**TASK ITEM**
Give the count of lines in the entries below that contain the string "column", and only that count.

= Beginning of Section =

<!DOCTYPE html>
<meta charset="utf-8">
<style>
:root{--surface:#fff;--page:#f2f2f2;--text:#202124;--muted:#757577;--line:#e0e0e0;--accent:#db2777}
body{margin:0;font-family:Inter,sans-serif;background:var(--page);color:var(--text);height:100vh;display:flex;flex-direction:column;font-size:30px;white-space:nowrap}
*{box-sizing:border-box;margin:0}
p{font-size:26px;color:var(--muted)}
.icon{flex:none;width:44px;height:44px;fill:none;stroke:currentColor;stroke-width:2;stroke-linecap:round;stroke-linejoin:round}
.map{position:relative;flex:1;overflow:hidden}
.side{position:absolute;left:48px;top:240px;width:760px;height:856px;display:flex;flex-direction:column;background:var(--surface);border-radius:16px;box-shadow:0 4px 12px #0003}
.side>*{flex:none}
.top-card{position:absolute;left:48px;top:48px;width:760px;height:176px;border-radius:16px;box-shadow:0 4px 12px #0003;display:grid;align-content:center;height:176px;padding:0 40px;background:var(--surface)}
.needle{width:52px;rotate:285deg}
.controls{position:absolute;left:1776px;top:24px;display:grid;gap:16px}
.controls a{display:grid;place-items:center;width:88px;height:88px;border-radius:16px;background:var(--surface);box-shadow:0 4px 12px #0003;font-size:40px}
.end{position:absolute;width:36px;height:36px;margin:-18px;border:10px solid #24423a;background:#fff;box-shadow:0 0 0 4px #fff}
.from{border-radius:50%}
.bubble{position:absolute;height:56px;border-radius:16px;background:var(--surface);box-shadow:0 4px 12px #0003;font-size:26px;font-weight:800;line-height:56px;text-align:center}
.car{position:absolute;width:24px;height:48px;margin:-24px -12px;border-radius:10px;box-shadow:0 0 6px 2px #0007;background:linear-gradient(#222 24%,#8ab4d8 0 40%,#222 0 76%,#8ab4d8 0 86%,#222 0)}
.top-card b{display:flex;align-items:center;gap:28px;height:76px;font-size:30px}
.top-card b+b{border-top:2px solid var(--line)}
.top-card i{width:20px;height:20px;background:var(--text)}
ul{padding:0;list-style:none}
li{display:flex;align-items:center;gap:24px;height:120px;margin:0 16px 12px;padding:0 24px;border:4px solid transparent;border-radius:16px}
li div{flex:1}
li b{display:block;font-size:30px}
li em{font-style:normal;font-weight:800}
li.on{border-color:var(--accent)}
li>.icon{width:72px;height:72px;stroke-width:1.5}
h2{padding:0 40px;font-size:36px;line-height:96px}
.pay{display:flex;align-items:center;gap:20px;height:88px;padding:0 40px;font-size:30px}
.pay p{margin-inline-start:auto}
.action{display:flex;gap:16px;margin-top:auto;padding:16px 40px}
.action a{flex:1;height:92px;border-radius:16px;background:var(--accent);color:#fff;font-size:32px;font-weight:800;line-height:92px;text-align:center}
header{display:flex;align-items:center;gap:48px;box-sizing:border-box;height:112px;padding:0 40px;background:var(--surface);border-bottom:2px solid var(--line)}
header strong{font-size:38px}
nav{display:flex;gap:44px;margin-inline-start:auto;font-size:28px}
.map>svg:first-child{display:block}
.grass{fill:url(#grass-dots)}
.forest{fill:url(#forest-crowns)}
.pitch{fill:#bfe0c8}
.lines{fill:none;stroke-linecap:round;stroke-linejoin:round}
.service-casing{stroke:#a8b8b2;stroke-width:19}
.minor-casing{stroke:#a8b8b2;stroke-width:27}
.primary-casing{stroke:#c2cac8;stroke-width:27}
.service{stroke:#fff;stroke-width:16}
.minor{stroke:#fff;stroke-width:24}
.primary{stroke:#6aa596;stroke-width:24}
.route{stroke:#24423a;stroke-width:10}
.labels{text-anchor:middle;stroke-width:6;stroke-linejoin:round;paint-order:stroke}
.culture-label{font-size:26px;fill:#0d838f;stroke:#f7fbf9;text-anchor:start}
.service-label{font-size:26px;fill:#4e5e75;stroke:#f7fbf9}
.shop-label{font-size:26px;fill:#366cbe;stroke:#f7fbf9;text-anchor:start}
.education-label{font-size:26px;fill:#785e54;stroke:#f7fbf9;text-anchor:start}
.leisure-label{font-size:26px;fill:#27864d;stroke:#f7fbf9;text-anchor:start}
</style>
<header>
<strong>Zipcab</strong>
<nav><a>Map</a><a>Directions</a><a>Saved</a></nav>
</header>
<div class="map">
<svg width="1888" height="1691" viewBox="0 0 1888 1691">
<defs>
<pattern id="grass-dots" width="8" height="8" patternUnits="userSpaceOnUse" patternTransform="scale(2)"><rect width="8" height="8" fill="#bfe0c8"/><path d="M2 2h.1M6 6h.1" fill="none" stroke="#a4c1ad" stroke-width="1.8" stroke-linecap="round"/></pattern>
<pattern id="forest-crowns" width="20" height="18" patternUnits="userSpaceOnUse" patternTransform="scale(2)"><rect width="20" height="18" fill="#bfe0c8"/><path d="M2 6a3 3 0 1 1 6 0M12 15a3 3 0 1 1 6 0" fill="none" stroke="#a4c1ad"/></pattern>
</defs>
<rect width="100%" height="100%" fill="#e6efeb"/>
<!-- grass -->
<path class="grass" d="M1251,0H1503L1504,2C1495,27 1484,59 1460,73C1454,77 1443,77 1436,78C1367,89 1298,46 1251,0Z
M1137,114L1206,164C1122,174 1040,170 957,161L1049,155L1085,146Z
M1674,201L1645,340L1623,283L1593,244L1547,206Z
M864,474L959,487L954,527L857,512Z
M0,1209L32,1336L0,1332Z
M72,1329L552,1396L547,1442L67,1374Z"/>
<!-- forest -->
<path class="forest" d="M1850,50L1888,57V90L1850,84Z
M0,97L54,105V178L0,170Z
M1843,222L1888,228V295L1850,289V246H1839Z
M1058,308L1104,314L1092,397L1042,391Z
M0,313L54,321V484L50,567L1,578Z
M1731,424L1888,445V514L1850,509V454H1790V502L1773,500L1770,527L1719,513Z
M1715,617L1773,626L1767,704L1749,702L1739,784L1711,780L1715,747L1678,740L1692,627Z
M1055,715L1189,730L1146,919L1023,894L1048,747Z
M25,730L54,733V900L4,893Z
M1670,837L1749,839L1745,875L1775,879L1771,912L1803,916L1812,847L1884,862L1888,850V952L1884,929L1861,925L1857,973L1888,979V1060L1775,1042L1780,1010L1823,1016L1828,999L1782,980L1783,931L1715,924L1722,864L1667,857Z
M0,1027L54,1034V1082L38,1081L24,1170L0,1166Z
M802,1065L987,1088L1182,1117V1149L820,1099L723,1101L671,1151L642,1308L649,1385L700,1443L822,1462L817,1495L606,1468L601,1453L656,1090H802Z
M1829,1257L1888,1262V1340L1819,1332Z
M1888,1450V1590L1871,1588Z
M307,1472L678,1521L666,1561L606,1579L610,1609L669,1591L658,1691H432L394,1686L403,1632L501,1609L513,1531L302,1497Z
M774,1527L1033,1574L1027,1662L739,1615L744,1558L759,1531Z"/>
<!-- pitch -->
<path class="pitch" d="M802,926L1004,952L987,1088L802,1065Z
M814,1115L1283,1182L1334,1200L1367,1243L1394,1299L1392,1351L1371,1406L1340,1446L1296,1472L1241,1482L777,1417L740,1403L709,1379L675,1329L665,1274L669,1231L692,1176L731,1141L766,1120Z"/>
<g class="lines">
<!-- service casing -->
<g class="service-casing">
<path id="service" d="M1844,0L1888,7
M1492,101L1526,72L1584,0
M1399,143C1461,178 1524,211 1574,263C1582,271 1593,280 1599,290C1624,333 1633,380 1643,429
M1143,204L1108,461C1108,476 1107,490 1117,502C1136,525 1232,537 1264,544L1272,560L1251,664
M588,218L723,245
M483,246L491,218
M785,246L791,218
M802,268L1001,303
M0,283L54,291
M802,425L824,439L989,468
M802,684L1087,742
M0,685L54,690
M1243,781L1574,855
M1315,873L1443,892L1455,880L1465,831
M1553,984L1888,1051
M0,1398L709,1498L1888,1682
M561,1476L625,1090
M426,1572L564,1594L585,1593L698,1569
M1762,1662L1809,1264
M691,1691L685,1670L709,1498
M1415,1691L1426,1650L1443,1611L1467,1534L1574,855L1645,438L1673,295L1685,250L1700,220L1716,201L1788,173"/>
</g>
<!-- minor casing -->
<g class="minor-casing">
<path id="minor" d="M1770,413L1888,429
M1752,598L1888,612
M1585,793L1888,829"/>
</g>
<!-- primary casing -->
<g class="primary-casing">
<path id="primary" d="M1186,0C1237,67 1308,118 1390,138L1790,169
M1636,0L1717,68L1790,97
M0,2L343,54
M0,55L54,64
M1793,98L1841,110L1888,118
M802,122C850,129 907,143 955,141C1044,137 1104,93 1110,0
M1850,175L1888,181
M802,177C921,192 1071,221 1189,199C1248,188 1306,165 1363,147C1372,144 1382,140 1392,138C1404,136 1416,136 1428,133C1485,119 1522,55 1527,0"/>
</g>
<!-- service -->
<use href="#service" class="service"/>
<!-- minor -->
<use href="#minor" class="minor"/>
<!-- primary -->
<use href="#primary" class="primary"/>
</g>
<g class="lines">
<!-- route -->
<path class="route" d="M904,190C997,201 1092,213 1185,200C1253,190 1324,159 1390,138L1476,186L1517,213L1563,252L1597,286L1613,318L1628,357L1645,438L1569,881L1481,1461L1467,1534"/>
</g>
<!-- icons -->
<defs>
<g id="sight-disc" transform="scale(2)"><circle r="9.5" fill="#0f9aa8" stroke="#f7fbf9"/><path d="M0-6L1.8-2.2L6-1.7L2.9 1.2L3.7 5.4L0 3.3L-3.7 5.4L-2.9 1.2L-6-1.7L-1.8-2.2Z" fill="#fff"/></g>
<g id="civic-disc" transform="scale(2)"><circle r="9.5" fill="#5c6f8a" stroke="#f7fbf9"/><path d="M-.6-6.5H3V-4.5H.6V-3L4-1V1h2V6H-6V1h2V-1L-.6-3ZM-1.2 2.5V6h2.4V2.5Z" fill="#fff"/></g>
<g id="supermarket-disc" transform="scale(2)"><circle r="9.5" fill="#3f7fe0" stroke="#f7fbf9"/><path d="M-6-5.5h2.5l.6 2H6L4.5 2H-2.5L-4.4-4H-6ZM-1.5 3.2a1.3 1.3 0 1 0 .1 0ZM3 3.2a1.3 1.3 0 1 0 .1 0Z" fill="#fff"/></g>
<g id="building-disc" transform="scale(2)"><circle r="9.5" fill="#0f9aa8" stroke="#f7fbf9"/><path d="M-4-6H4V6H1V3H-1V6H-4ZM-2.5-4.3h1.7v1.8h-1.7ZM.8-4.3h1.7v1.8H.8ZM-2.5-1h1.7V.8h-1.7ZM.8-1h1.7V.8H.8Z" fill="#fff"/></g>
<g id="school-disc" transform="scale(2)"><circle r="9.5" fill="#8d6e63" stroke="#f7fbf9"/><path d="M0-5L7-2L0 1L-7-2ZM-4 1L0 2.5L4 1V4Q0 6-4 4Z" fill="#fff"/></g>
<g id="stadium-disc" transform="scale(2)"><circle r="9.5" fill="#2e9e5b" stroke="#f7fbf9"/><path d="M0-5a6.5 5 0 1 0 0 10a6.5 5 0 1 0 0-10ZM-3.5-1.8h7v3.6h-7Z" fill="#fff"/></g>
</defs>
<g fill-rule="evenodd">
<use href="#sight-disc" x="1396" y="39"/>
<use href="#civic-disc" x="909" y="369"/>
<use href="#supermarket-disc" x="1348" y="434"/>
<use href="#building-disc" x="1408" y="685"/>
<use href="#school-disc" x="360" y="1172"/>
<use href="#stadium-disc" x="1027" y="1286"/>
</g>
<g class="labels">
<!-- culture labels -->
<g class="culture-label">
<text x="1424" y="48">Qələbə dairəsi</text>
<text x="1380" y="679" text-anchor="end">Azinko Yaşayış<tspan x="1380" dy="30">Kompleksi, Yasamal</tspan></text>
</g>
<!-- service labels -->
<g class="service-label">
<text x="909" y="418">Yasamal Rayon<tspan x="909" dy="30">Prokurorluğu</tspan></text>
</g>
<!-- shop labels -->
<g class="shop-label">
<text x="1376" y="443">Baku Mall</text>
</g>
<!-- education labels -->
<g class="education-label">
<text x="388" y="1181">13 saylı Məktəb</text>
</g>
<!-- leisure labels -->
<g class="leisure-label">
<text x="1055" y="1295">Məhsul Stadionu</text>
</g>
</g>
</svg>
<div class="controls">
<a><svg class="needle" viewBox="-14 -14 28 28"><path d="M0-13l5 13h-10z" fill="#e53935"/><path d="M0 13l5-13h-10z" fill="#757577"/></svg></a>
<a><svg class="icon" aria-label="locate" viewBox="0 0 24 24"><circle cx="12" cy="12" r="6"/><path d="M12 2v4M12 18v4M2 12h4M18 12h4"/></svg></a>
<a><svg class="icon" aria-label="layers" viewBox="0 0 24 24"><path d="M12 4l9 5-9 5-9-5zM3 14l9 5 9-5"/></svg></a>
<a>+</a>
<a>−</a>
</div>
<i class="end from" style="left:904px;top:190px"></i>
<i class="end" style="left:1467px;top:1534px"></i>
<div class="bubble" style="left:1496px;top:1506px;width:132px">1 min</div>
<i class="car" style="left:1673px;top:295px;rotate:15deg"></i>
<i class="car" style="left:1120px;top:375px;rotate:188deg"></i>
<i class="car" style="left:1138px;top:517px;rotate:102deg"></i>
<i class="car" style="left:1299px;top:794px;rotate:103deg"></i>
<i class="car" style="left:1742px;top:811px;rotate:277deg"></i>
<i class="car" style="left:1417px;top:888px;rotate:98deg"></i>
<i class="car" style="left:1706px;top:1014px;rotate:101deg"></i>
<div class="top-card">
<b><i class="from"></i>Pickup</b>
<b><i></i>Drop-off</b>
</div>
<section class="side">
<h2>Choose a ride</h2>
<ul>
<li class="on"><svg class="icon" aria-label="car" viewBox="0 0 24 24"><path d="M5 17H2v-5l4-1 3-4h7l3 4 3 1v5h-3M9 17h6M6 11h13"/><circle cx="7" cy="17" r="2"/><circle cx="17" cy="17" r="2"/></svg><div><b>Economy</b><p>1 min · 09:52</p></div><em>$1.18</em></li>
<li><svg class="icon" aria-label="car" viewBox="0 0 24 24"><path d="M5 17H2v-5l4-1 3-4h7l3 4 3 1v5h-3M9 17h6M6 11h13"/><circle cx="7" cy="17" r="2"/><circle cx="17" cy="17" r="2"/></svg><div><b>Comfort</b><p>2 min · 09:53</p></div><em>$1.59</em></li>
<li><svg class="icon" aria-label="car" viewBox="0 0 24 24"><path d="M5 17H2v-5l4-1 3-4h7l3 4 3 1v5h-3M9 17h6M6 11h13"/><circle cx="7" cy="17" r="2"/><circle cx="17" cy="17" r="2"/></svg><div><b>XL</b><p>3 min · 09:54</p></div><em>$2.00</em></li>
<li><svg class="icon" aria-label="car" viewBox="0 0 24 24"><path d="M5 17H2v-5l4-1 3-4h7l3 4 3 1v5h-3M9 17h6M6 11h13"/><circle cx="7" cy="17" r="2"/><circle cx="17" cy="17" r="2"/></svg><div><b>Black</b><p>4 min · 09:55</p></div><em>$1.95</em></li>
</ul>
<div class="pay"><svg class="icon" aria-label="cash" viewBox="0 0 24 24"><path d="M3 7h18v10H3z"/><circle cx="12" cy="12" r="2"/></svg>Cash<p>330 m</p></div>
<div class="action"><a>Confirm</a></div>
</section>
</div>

= End of Section =

**REPLY TO THE EXERCISE**
2